Hier, jeudi 6 novembre 2025, s'est clôturée à Dakar la 19e Assemblée générale de l'Agence universitaire de la Francophonie (AUF) et la 5e Conférence ministérielle francophone. Pendant quatre jours, la capitale sénégalaise a vibré au rythme des échanges scientifiques, de la diplomatie universitaire et de la réflexion sur l'avenir de l'enseignement supérieur dans l'espace francophone.

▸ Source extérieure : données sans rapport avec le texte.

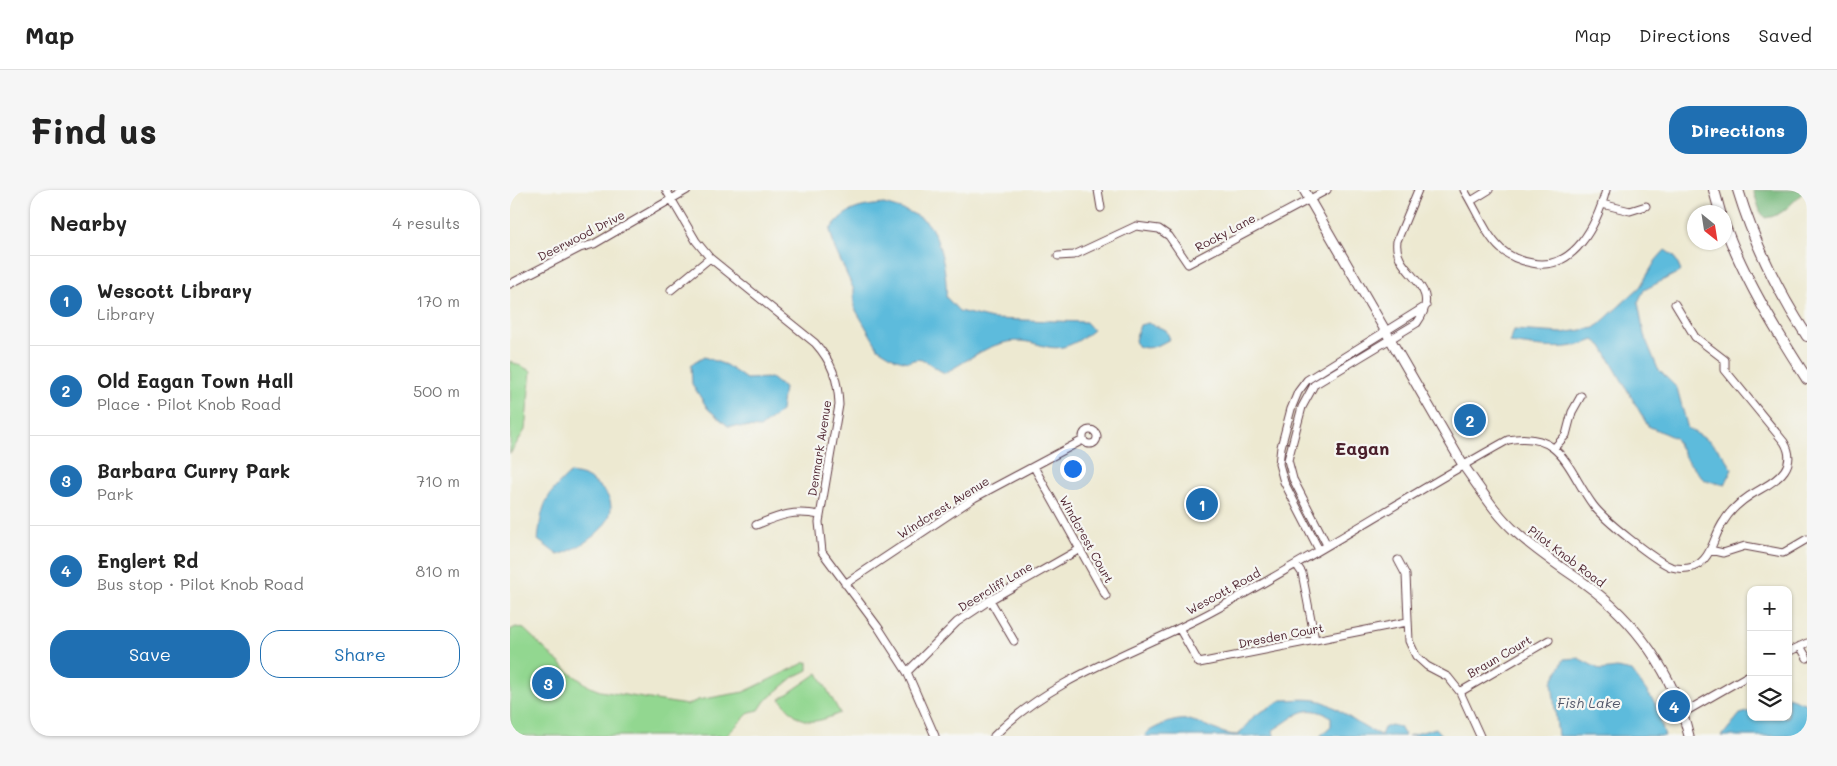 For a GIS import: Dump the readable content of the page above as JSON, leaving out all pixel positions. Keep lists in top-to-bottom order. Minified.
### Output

Prenant la parole lors de la cérémonie de clôture, le ministre sénégalais de l'Enseignement supérieur, de la Recherche et de l'Innovation, le Pr Daouda Ngom, a exprimé « un grand honneur et un immense plaisir » d'accueillir ce rendez-vous majeur de la Francophonie scientifique.

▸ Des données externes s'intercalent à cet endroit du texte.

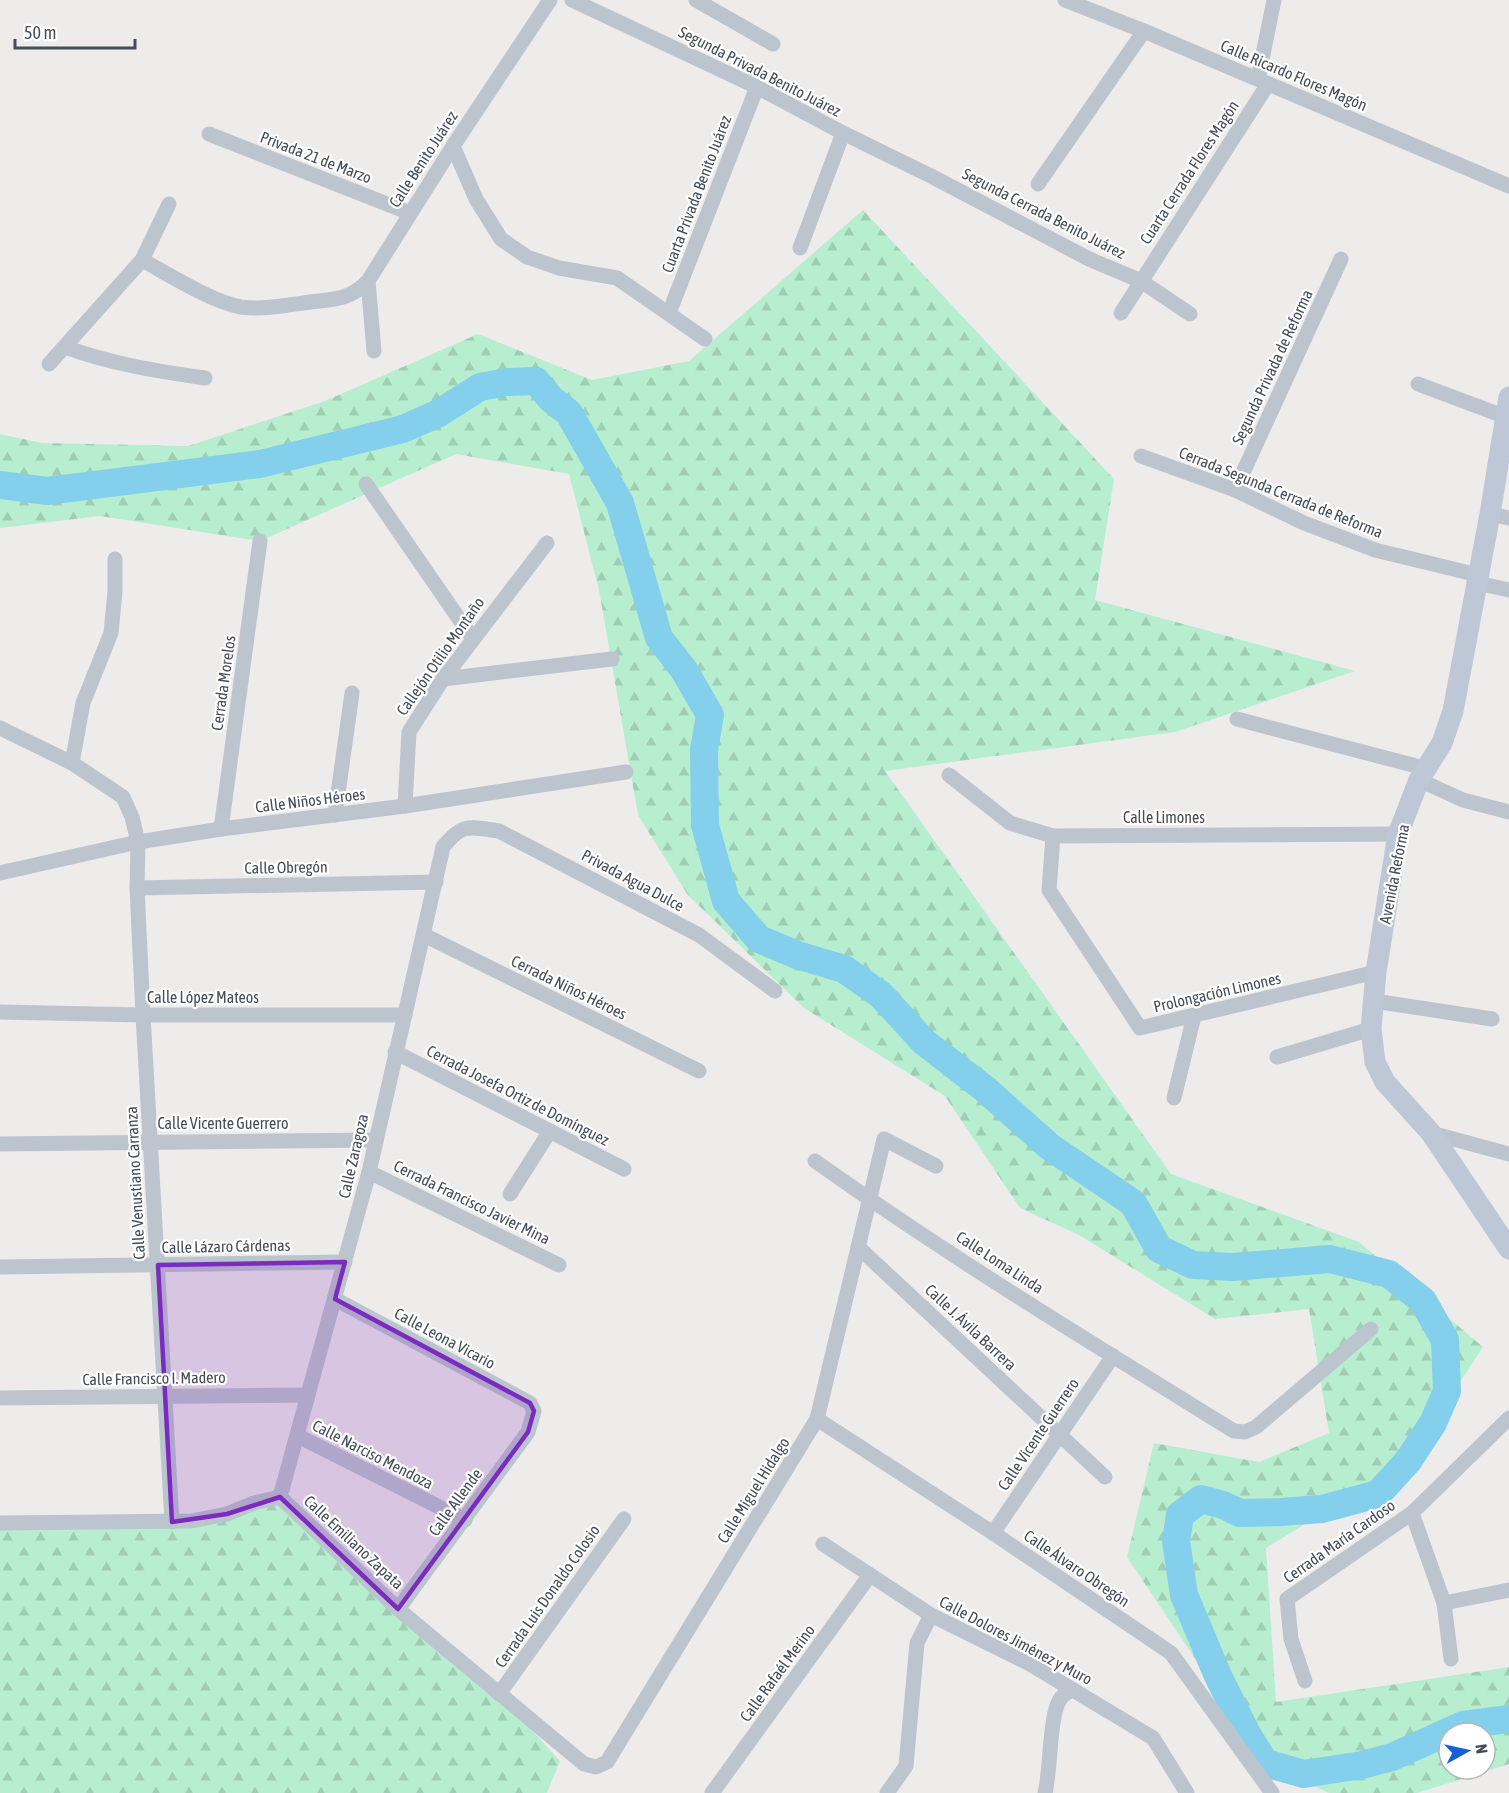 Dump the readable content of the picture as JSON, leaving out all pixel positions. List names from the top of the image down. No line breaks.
{"streets":{"street":["Segunda Privada Benito Juárez","Calle Ricardo Flores Magón","Privada 21 de Marzo","Calle Benito Juárez","Cuarta Cerrada Flores Magón","Cuarta Privada Benito Juárez","Segunda Cerrada Benito Juárez","Segunda Privada de Reforma","Cerrada Segunda Cerrada de Reforma","Callejón Otilio Montaño","Cerrada Morelos","Calle Niños Héroes","Calle Limones","Calle Obregón","Avenida Reforma","Privada Agua Dulce","Cerrada Niños Héroes","Prolongación Limones","Calle López Mateos","Cerrada Josefa Ortiz de Domínguez","Calle Vicente Guerrero","Calle Zaragoza","Calle Venustiano Carranza","Cerrada Francisco Javier Mina","Calle Lázaro Cárdenas","Calle Loma Linda","Calle J. Ávila Barrera","Calle Leona Vicario","Calle Francisco I. Madero","Calle Narciso Mendoza","Calle Miguel Hidalgo","Calle Allende","Cerrada María Cardoso","Calle Emiliano Zapata","Calle Álvaro Obregón","Cerrada Luis Donaldo Colosio","Calle Dolores Jiménez y Muro","Calle Rafaél Merino"]},"crossings":[["Segunda Privada Benito Juárez","Cuarta Privada Benito Juárez"],["Segunda Privada Benito Juárez","Segunda Cerrada Benito Juárez"],["Calle Ricardo Flores Magón","Cuarta Cerrada Flores Magón"],["Privada 21 de Marzo","Calle Benito Juárez"],["Cuarta Cerrada Flores Magón","Segunda Cerrada Benito Juárez"],["Segunda Privada de Reforma","Cerrada Segunda Cerrada de Reforma"],["Cerrada Segunda Cerrada de Reforma","Avenida Reforma"],["Callejón Otilio Montaño","Calle Niños Héroes"],["Cerrada Morelos","Calle Niños Héroes"],["Calle Niños Héroes","Calle Venustiano Carranza"],["Calle Limones","Avenida Reforma"],["Calle Limones","Prolongación Limones"],["Calle Obregón","Calle Zaragoza"],["Calle Obregón","Calle Venustiano Carranza"],["Avenida Reforma","Prolongación Limones"],["Privada Agua Dulce","Calle Zaragoza"],["Cerrada Niños Héroes","Calle Zaragoza"],["Calle López Mateos","Calle Zaragoza"],["Calle López Mateos","Calle Venustiano Carranza"],["Cerrada Josefa Ortiz de Domínguez","Calle Zaragoza"],["Calle Vicente Guerrero","Calle Zaragoza"],["Calle Vicente Guerrero","Calle Venustiano Carranza"],["Calle Vicente Guerrero","Calle Loma Linda"],["Calle Vicente Guerrero","Calle J. Ávila Barrera"],["Calle Vicente Guerrero","Calle Álvaro Obregón"],["Calle Zaragoza","Cerrada Francisco Javier Mina"],["Calle Zaragoza","Calle Lázaro Cárdenas"],["Calle Zaragoza","Calle Leona Vicario"],["Calle Zaragoza","Calle Francisco I. Madero"],["Calle Zaragoza","Calle Narciso Mendoza"],["Calle Zaragoza","Calle Emiliano Zapata"],["Calle Venustiano Carranza","Calle Lázaro Cárdenas"],["Calle Venustiano Carranza","Calle Francisco I. Madero"],["Calle Venustiano Carranza","Calle Emiliano Zapata"],["Calle Loma Linda","Calle Miguel Hidalgo"],["Calle J. Ávila Barrera","Calle Miguel Hidalgo"],["Calle Leona Vicario","Calle Allende"],["Calle Narciso Mendoza","Calle Allende"],["Calle Miguel Hidalgo","Calle Emiliano Zapata"],["Calle Miguel Hidalgo","Calle Álvaro Obregón"],["Calle Allende","Calle Emiliano Zapata"],["Calle Emiliano Zapata","Cerrada Luis Donaldo Colosio"],["Calle Dolores Jiménez y Muro","Calle Rafaél Merino"]],"scale_bar":"50 m","north":"right"}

« En accueillant cette rencontre, le Sénégal réaffirme son attachement indéfectible à la Francophonie et son engagement pour une coopération universitaire féconde et solidaire », a-t-il déclaré. Le ministre a salué l'organisation parfaite de l'événement par l'AUF et remercié les ministres et délégués venus échanger sur les grands défis du secteur, à savoir la diplomatie scientifique, la transformation numérique, l'employabilité, la recherche et l'entrepreneuriat des jeunes. Selon lui, « ces thématiques sont au coeur de la vision sénégalaise pour un enseignement supérieur plus performant et inclusif. »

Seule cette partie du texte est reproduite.